-- Opening Marker --
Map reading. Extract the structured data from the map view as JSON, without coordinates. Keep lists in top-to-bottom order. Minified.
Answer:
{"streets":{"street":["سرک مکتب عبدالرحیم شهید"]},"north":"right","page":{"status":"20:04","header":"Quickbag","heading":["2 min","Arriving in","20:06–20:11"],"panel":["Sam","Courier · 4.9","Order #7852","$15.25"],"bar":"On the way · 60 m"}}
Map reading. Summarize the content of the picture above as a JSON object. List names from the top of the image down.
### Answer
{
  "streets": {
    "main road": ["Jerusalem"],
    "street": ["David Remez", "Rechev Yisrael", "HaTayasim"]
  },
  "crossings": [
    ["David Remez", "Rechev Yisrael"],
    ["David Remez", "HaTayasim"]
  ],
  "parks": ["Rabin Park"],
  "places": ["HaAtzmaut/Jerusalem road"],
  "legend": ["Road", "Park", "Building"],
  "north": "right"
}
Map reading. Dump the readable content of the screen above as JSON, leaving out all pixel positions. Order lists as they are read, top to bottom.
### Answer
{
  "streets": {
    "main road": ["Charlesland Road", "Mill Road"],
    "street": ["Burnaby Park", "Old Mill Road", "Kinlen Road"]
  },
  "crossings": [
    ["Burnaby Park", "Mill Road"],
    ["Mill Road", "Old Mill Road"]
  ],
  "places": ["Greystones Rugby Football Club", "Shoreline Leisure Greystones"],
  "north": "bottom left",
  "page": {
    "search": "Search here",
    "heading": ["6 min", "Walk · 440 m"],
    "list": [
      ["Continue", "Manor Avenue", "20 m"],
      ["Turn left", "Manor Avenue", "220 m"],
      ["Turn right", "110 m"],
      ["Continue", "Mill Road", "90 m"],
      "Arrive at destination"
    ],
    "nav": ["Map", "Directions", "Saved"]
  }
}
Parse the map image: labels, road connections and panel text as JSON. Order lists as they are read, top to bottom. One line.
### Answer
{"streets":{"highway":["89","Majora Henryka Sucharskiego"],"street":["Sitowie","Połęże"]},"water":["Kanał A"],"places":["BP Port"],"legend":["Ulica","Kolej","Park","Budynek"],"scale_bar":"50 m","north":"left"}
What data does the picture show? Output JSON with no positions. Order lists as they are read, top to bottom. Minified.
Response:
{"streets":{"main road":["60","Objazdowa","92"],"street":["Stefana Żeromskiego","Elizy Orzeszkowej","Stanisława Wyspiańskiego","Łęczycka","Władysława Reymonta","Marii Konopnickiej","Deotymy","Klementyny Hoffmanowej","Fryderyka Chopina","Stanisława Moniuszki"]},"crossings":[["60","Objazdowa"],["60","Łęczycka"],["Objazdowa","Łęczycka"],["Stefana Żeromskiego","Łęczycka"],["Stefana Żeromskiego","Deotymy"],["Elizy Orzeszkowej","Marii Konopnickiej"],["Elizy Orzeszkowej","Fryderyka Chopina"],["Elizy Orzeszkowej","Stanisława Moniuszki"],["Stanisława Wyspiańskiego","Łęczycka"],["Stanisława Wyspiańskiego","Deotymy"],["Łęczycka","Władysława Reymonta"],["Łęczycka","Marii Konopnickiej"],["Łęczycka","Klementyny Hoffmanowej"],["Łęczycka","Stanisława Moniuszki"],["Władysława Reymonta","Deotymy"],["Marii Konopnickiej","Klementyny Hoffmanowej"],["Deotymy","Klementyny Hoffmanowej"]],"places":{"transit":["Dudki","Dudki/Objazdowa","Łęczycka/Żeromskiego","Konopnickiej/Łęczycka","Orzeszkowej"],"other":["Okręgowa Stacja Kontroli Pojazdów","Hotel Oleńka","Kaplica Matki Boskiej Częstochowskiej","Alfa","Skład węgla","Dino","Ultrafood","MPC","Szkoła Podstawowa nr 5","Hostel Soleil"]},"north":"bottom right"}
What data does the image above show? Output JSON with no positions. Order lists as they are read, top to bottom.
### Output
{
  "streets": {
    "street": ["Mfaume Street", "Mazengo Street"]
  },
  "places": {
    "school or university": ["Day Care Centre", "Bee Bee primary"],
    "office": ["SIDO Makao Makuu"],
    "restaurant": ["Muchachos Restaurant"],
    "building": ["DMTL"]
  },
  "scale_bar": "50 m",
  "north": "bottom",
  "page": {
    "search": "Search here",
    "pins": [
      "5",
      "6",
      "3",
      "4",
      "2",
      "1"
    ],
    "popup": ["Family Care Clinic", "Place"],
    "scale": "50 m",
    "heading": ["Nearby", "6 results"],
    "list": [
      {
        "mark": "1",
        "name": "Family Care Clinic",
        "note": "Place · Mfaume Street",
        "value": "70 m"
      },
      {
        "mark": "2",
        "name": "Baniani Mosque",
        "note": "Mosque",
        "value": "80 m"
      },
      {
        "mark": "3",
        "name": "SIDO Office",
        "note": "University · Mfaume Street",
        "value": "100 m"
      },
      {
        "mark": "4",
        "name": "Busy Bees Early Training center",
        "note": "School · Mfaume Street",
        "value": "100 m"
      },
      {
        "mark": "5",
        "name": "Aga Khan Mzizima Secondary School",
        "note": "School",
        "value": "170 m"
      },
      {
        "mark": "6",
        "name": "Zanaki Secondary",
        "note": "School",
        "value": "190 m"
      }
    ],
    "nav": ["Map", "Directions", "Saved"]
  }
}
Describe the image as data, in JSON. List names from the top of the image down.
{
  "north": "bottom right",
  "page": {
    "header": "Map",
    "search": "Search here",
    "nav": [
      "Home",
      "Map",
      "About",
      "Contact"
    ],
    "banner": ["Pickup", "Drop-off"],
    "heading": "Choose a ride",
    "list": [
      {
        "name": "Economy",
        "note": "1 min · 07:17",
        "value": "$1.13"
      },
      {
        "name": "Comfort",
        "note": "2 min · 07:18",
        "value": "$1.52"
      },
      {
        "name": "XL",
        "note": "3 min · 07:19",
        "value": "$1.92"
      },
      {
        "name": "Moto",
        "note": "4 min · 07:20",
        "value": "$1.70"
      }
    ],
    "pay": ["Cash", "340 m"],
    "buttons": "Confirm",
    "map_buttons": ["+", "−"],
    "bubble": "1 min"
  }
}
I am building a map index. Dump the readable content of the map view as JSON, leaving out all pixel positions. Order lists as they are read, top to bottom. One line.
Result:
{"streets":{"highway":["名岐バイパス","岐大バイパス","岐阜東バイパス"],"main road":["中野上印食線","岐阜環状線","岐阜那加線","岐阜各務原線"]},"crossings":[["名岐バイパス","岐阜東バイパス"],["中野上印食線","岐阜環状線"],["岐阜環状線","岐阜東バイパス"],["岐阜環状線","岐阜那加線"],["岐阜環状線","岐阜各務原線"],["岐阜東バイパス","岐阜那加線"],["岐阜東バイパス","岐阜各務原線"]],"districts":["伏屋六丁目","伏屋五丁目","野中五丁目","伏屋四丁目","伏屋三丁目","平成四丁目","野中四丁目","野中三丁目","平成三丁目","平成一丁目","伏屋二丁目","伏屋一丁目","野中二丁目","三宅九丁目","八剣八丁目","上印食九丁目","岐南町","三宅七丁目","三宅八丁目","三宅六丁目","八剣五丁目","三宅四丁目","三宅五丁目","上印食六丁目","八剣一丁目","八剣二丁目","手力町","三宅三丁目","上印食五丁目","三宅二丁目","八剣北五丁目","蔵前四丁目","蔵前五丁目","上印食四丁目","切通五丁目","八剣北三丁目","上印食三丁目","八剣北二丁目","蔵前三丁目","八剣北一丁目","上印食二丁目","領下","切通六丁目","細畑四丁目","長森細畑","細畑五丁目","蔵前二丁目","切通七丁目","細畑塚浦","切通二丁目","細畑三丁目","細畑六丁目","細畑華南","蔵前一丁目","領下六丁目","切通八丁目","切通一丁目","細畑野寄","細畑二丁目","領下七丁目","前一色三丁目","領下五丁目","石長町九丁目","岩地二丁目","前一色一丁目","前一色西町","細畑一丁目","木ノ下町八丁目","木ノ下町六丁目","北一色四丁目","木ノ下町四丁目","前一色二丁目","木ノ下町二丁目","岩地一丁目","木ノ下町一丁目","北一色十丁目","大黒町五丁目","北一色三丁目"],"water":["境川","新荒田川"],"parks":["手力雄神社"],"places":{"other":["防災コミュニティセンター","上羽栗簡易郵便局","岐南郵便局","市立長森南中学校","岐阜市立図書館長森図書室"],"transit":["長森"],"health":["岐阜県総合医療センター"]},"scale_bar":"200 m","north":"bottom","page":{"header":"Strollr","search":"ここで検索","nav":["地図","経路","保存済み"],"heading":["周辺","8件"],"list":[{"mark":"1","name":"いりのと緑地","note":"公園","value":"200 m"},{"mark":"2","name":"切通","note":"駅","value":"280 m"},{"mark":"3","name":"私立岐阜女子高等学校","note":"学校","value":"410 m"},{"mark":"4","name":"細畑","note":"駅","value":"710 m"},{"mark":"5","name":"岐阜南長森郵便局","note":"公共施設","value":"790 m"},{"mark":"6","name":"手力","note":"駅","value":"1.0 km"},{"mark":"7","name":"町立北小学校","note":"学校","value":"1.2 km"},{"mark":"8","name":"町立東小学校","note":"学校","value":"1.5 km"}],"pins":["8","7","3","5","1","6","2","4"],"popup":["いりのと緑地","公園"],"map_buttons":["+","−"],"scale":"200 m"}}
-- Closing Marker --
= WHAT THIS TASK INVOLVES =
Whenever the word "picture" shows up in a line above, copy that line.

= WRITTEN SOLUTION =
Map reading. Summarize the content of the picture above as a JSON object. List names from the top of the image down.
What data does the picture show? Output JSON with no positions. Order lists as they are read, top to bottom. Minified.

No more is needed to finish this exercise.